Task prompt>
Search the data for the word "function" and copy every line where it occurs.

Materials provided>

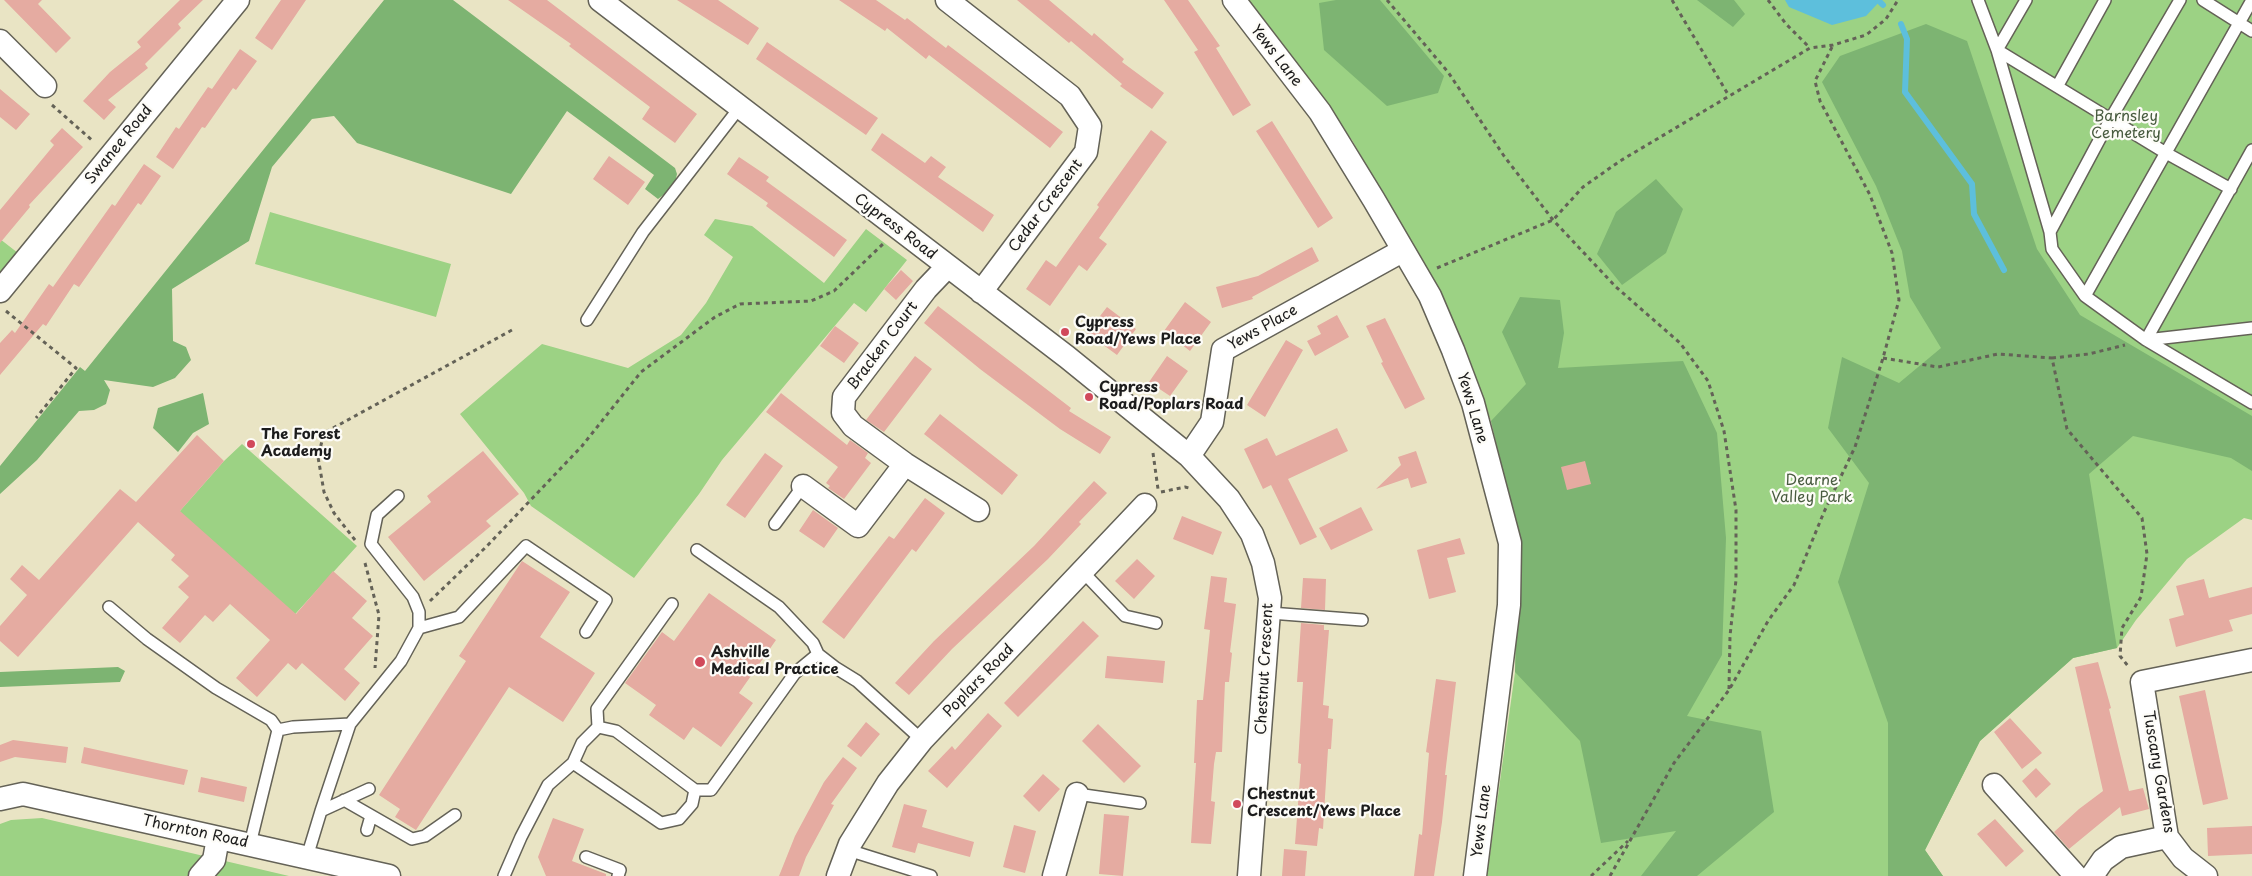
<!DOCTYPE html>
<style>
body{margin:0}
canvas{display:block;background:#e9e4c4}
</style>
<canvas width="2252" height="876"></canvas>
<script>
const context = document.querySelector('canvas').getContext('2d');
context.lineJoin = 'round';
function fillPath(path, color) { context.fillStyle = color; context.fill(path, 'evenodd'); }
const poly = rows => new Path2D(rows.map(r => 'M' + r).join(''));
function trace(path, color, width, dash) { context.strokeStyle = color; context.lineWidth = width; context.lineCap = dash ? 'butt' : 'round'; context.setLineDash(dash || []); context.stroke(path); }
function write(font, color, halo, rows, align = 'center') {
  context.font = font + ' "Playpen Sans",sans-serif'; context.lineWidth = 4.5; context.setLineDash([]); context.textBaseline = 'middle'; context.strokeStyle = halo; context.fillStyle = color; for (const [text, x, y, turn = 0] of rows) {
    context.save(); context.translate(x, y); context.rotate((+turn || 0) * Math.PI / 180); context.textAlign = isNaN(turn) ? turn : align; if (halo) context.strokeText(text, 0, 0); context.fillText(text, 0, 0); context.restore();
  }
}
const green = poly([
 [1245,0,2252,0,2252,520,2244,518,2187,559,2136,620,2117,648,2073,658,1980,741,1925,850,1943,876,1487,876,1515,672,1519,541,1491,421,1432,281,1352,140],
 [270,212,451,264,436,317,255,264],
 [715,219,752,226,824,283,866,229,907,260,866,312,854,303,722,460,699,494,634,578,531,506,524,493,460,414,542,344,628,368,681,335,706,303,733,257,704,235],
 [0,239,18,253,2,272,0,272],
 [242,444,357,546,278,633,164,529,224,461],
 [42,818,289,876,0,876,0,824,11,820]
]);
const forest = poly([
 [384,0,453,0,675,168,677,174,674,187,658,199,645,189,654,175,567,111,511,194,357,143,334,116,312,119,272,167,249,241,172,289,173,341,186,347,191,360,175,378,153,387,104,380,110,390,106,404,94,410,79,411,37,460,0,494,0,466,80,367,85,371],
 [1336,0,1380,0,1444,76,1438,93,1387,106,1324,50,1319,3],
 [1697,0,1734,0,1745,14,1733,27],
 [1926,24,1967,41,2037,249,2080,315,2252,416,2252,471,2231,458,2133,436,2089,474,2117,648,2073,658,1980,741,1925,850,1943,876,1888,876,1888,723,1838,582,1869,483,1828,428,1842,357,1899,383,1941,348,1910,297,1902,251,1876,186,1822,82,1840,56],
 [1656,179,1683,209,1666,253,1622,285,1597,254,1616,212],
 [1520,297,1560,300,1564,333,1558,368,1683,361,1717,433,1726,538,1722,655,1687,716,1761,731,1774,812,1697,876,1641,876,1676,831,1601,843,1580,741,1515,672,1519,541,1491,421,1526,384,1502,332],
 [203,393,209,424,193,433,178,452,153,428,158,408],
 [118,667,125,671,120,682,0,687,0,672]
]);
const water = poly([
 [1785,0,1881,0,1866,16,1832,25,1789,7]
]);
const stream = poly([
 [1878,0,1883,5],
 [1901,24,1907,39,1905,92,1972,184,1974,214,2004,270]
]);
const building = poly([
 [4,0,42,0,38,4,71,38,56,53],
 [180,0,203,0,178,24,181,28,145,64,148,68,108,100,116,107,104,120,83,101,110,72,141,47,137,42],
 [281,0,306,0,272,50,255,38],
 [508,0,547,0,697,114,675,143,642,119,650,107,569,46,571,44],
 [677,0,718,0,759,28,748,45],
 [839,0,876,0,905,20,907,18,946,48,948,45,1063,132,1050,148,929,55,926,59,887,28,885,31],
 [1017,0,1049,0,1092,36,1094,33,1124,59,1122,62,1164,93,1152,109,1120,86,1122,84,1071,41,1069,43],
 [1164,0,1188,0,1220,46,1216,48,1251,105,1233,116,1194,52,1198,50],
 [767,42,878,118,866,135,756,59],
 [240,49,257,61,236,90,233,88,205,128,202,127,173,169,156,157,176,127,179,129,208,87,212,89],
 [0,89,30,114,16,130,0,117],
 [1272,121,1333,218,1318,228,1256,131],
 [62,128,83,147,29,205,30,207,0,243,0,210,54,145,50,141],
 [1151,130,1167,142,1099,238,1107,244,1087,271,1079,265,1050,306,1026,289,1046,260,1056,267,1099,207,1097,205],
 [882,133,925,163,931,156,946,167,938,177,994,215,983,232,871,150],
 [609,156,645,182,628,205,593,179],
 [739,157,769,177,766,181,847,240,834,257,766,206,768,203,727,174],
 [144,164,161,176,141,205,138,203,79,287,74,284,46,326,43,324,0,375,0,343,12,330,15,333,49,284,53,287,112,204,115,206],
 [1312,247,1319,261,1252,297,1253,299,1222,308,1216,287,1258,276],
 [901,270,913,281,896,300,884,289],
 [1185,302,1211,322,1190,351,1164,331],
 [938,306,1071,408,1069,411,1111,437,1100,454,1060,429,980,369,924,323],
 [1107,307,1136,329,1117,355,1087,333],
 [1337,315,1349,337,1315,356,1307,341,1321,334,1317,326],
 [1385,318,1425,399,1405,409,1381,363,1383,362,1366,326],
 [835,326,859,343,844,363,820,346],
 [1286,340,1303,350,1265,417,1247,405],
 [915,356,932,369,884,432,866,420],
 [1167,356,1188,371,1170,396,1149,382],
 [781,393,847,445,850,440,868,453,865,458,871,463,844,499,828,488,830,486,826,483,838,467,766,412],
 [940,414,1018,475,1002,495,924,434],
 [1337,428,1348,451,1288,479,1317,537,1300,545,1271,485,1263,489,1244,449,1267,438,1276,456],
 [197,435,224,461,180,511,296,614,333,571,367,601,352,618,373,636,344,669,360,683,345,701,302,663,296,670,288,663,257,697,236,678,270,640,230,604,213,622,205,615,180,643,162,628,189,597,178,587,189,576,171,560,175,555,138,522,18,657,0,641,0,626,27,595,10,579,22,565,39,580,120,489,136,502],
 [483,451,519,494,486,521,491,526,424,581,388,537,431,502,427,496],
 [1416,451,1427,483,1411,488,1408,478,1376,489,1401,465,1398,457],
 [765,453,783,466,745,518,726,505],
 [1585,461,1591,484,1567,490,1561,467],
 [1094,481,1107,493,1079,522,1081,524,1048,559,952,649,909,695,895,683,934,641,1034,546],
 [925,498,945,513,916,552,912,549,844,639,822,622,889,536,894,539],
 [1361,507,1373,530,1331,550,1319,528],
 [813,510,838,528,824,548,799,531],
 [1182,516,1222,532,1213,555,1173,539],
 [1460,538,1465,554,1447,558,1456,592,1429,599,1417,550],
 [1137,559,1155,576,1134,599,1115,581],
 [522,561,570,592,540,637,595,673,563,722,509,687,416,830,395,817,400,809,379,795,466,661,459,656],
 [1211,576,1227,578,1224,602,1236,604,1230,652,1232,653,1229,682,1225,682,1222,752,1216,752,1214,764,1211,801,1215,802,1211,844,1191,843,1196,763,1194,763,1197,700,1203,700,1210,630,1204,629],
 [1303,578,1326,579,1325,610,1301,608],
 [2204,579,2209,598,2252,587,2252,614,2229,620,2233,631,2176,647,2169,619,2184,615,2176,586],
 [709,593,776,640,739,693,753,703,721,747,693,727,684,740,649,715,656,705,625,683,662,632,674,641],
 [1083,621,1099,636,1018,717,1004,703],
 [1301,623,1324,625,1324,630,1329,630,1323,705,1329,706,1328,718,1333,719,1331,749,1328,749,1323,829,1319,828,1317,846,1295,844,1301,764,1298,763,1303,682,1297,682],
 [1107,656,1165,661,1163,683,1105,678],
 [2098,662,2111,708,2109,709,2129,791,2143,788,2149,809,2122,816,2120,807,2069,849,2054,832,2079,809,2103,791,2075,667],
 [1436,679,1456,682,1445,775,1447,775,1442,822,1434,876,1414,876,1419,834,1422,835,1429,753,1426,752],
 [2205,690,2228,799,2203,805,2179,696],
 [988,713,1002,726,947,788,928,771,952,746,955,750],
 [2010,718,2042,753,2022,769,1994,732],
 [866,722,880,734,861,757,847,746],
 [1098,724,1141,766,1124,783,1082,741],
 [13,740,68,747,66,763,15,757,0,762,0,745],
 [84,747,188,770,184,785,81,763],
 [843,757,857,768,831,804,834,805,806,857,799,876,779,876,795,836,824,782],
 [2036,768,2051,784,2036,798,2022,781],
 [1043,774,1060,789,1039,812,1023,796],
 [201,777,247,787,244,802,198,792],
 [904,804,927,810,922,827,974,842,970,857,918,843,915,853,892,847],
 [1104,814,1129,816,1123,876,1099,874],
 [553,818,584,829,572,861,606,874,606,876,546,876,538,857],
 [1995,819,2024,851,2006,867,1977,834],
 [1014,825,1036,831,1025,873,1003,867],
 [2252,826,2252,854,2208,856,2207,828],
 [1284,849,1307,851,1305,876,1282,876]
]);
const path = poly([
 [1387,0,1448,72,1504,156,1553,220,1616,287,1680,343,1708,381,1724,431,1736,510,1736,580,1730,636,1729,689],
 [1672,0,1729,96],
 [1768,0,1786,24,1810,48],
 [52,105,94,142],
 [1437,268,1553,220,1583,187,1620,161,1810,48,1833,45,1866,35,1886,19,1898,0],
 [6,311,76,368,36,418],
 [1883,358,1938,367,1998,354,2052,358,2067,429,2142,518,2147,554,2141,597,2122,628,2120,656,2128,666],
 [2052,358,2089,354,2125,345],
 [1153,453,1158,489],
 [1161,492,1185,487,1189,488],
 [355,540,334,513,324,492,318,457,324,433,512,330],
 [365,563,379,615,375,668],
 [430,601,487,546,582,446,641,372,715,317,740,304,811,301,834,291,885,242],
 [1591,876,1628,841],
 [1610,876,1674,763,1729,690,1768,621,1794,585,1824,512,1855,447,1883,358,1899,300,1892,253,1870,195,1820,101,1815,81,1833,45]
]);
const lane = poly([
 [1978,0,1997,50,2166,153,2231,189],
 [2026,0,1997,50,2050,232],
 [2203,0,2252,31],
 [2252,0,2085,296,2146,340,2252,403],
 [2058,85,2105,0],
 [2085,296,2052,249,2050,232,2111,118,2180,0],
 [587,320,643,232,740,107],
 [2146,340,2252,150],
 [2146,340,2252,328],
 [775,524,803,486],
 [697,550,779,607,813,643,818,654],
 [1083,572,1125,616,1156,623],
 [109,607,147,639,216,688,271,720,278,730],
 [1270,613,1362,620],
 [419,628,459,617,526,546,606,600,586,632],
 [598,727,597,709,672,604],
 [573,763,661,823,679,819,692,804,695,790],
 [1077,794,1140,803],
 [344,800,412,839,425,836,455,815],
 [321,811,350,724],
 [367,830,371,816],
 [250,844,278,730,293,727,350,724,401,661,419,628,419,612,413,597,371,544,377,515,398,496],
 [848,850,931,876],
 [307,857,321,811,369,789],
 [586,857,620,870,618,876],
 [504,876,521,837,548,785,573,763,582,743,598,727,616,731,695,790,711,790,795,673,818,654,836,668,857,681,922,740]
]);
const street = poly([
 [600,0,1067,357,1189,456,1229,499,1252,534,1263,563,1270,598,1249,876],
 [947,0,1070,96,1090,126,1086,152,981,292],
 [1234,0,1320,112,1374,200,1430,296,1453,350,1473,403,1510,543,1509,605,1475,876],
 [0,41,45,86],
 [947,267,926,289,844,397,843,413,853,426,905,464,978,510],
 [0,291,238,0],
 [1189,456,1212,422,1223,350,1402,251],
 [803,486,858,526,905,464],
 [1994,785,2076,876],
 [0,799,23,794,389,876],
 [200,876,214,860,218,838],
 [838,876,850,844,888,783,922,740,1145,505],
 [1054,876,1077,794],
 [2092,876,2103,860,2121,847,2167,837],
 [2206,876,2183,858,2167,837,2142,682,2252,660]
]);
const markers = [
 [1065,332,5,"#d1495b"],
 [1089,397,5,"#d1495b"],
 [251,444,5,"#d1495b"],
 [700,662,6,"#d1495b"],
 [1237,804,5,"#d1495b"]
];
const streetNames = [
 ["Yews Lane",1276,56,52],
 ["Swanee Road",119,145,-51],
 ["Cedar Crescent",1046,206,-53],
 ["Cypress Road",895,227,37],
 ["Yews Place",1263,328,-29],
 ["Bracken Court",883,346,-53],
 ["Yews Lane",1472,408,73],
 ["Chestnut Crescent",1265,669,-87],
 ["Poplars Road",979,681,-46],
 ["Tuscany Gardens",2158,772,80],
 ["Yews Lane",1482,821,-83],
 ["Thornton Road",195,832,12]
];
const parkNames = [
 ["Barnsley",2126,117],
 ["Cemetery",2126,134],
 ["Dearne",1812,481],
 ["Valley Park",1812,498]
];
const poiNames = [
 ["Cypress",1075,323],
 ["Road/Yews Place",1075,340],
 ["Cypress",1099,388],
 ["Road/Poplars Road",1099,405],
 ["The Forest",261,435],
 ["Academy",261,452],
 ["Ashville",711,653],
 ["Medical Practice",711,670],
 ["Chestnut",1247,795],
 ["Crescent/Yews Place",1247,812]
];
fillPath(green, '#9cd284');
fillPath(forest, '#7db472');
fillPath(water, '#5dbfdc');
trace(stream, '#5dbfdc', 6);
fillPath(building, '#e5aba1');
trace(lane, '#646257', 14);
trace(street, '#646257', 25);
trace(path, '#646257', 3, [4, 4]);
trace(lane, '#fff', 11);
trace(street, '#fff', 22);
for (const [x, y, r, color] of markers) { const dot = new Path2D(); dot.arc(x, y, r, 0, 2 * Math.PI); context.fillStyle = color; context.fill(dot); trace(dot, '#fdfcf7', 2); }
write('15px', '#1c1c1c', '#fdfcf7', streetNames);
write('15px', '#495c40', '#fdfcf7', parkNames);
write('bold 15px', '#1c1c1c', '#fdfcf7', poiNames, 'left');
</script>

Written response>
function fillPath(path, color) { context.fillStyle = color; context.fill(path, 'evenodd'); }
function trace(path, color, width, dash) { context.strokeStyle = color; context.lineWidth = width; context.lineCap = dash ? 'butt' : 'round'; context.setLineDash(dash || []); context.stroke(path); }
function write(font, color, halo, rows, align = 'center') {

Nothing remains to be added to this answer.